Effect of Yangyinqingfei decoction on radiation-induced lung injury via downregulation of MMP12 and TIMP-1 expression.

The aim of this study was to evaluate the effect and underlying mechanism of Yangyinqingfei decoction on radiation-induced lung injury in rats. Wistar rats (n=75) were randomly divided into five experimental groups (A-E). Rats in two of the groups were administered saline solution, whereas rats in the remaining three groups were administered different doses of Yangyinqingfei decoction. After one week, the rats were irradiated with a single dose of 25 Gy to their right hemi-thoraxes by a 60Co γ-ray, with the exception of the control group, which underwent sham irradiation. The effect of Yangyinqingfei decoction was assessed one, two and four weeks post-irradiation according to the pathological changes and the right lung index (wet weight of right lung/body weight ×100%).

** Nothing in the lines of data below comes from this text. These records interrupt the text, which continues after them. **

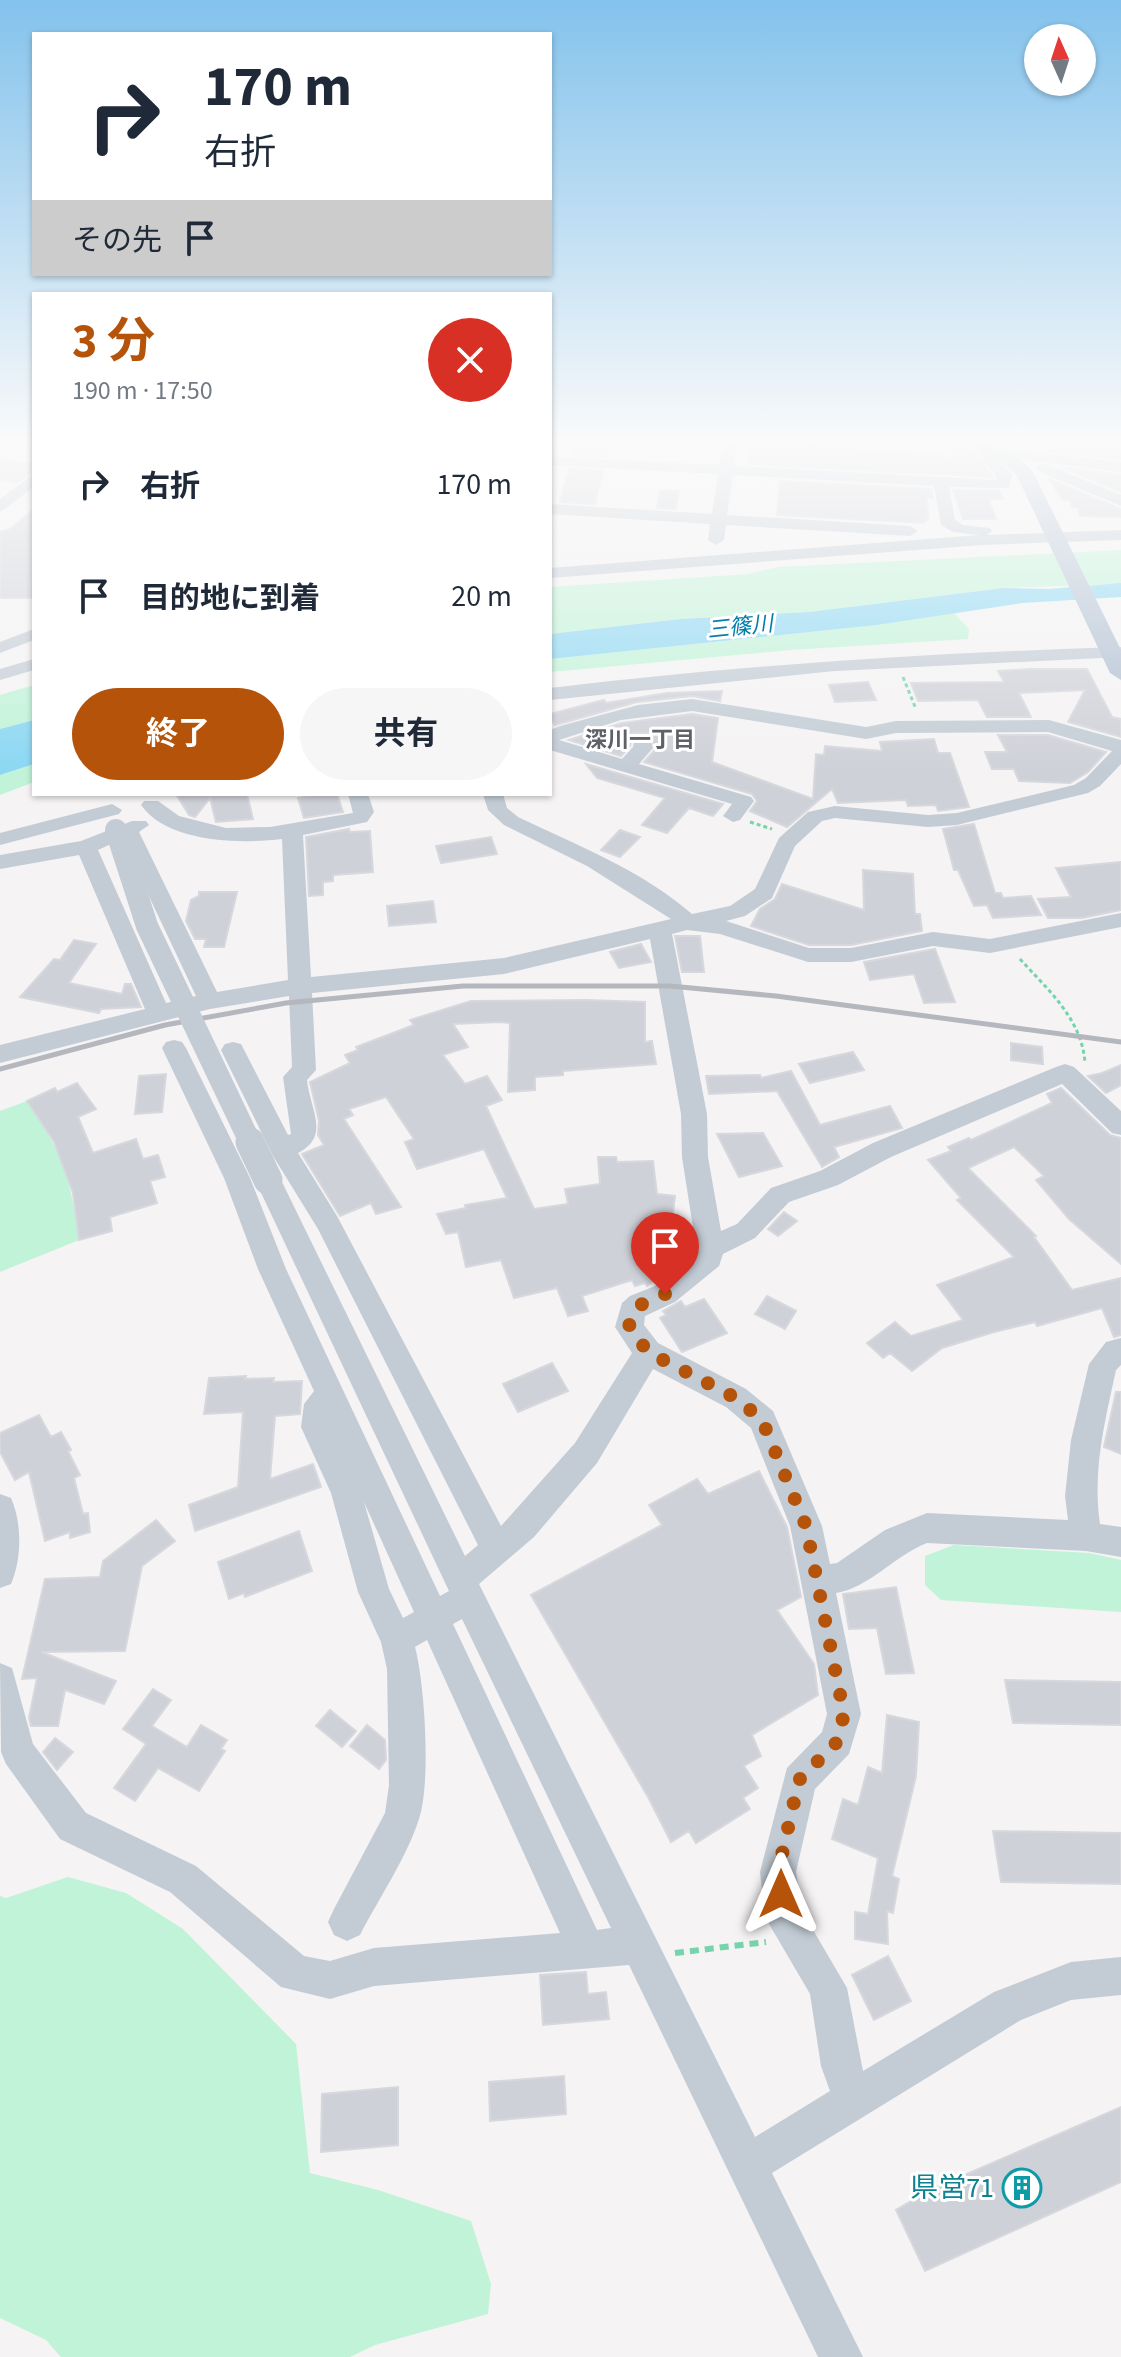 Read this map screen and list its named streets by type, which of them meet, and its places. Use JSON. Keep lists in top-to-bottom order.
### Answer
{
  "districts": ["深川一丁目"],
  "water": ["三篠川"],
  "places": {
    "building": ["県営71"]
  },
  "north": "top",
  "page": {
    "turn": ["170 m", "右折"],
    "then": "その先",
    "heading": ["3 分", "190 m · 17:50"],
    "list": [
      {
        "name": "右折",
        "value": "170 m"
      },
      {
        "name": "目的地に到着",
        "value": "20 m"
      }
    ],
    "buttons": ["終了", "共有"]
  }
} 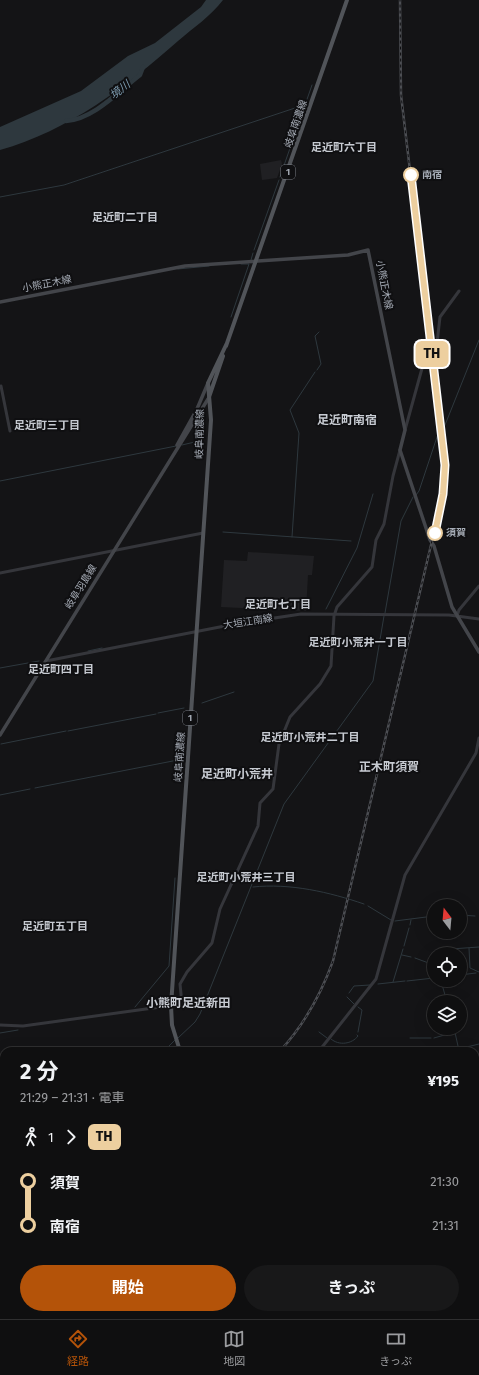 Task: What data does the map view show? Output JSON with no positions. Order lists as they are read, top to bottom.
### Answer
{
  "streets": {
    "main road": [
      "岐阜南濃線",
      "1",
      "小熊正木線",
      "岐阜羽島線"
    ],
    "street": ["大垣江南線"]
  },
  "crossings": [
    ["岐阜南濃線", "小熊正木線"],
    ["岐阜南濃線", "岐阜羽島線"],
    ["岐阜南濃線", "大垣江南線"],
    ["岐阜羽島線", "大垣江南線"]
  ],
  "districts": [
    "足近町六丁目",
    "足近町二丁目",
    "足近町南宿",
    "足近町三丁目",
    "足近町七丁目",
    "足近町小荒井一丁目",
    "足近町四丁目",
    "足近町小荒井二丁目",
    "正木町須賀",
    "足近町小荒井",
    "足近町小荒井三丁目",
    "足近町五丁目",
    "小熊町足近新田"
  ],
  "water": ["境川"],
  "places": ["南宿", "須賀"],
  "north": "top",
  "page": {
    "on_map": "TH",
    "heading": ["2 分", "21:29 – 21:31 · 電車", "¥195"],
    "legs": ["1", "TH"],
    "list": [
      {
        "name": "須賀",
        "value": "21:30"
      },
      {
        "name": "南宿",
        "value": "21:31"
      }
    ],
    "buttons": ["開始", "きっぷ"],
    "tabs": ["経路", "地図", "きっぷ"]
  }
} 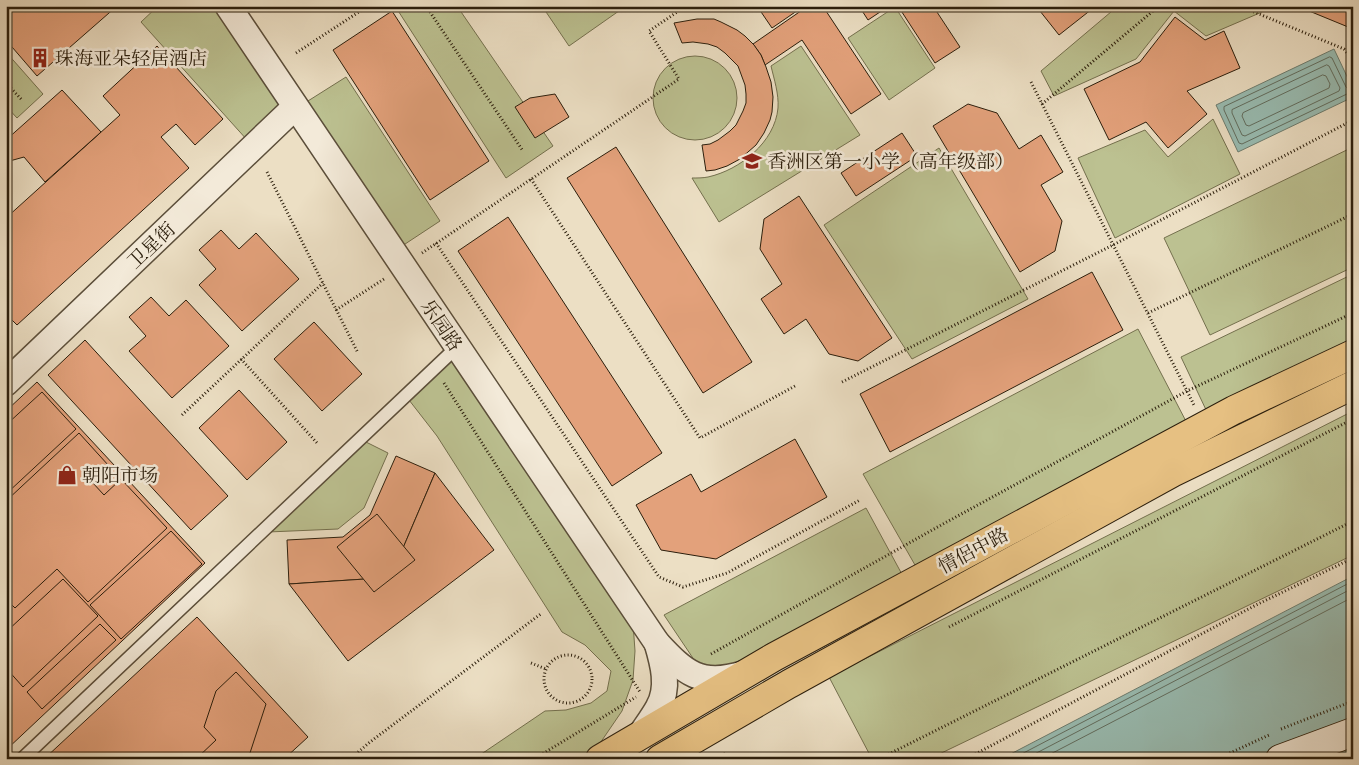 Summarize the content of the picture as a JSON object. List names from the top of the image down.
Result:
{
  "streets": {
    "highway": ["情侶中路"],
    "street": ["卫星街", "乐园路"]
  },
  "crossings": [
    ["卫星街", "乐园路"]
  ],
  "places": {
    "building": ["珠海亚朵轻居酒店"],
    "school or university": ["香洲区第一小学（高年级部）"],
    "shop": ["朝阳市场"]
  }
} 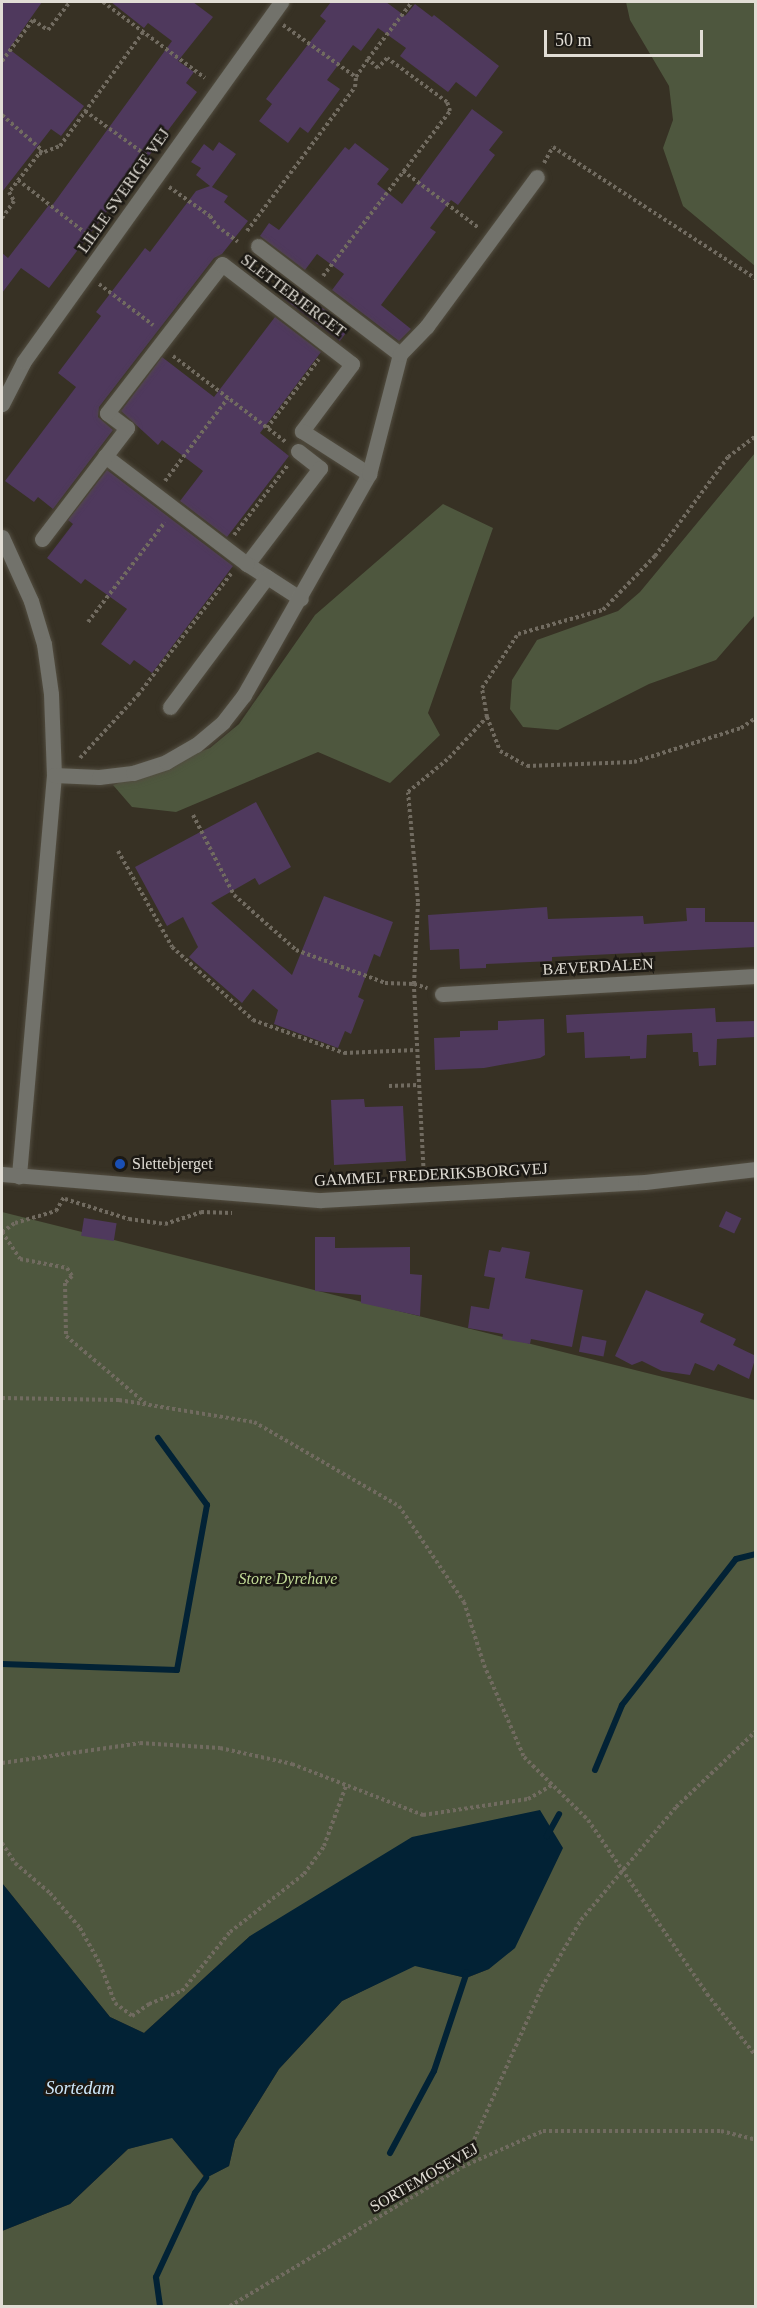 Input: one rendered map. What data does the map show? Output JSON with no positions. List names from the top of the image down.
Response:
{
  "streets": {
    "street": [
      "LILLE SVERIGE VEJ",
      "SLETTEBJERGET",
      "BÆVERDALEN",
      "GAMMEL FREDERIKSBORGVEJ"
    ],
    "path": ["SORTEMOSEVEJ"]
  },
  "water": ["Sortedam"],
  "parks": ["Store Dyrehave"],
  "places": ["Slettebjerget"],
  "scale_bar": "50 m"
}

Expression levels of matrix metalloproteinase-12 (MMP-12) and tissue inhibitors of metalloproteinases-1 (TIMP-1) in lung tissue were determined using the reverse transcription-polymerase chain reaction and western blot analysis. Pretreatment with Yangyinqingfei resulted in a significant dose-dependent resistance to radiation-induced body weight loss. The expression of MMP-12 and TIMP-1 increased following irradiation. However, the levels of MMP-12 and TIMP-1 in groups receiving Yangyinqingfei were lower four weeks after irradiation compared with those in rats administered saline. Cumulatively, these results suggest that Yangyinqingfei has a protective effect on radiation-induced lung injury in rats, possibly by downregulating MMP-12 and TIMP-1 expression.

Introduction

One of the most common complications following radiotherapy for the treatment of breast tumors is radiation-induced lung injury. Two distinct clinical stages are recognized in radiation-induced lung disease: An early, transient stage characterized by radiation pneumonitis and a later stage characterized by chronic radiation fibrosis, impacting on local tumor control rate, prognosis and quality of life following radiotherapy (1).

The mechanism of radiation-induced lung injury has not yet been fully elucidated. It has been suggested that the most important pathological basis of radiation-induced lung injury is a metabolic imbalance in the extracellular matrix (ECM) (2). Matrix metalloproteinases (MMPs) and tissue inhibitors of metalloproteinases (TIMPs) are important in ECM degradation and remodeling (3,4). Numerous studies have found that MMPs have a key role in acute respiratory distress syndrome, chronic obstructive pulmonary disease, idiopathic pulmonary fibrosis (IPF) and lung disease caused by fibrosis (5–8). Yang et al (9) revealed that basement membrane rupture in radiation-induced lung injury is closely associated with high expression of MMP-2 and MMP-9. Another member of the MMP family, MMP-12, is produced primarily by macrophages and is capable of degrading a broad spectrum of substrates. MMP-12 is associated with a variety of diseases, including atherosclerosis and lung cancer (10,11). Animal studies have shown that MMP-12 is involved in the induction of the inflammatory response, degradation of the ECM, airway remodeling and the regulation of other metalloproteinases (MMP-2 and MMP-9) and cytokines (12). Matute-Bello et al (13) demonstrated that increased expression of MMP-12 causes a progressive pulmonary fibrosis associated with increased fibrosis gene activation during the early stages of lung injury in mice, whilst MMP-12 gene-knockout mice do not develop pulmonary fibrosis. Another study found that MMP-12 protein expression was significantly increased in the lung tissue of rats following right chest irradiation (14). TIMPs, which act as major regulators of MMPs, are capable of inhibiting matrix degradation and maintaining homeostasis in the ECM. Animal studies have reported that TIMP-1 and TIMP-2 are highly expressed in hepatic fibrosis (15) and hyperoxia-induced acute lung injury (16). Recently, a recovery of the imbalance in MMP/TIMP levels was observed in a rat model of lung fibrosis following treatment with Cordyceps in preventive and therapeutic regimens (17). Thus, MMP-12 and TIMP-1 may have an important role in the incidence of radiation-induced lung injury.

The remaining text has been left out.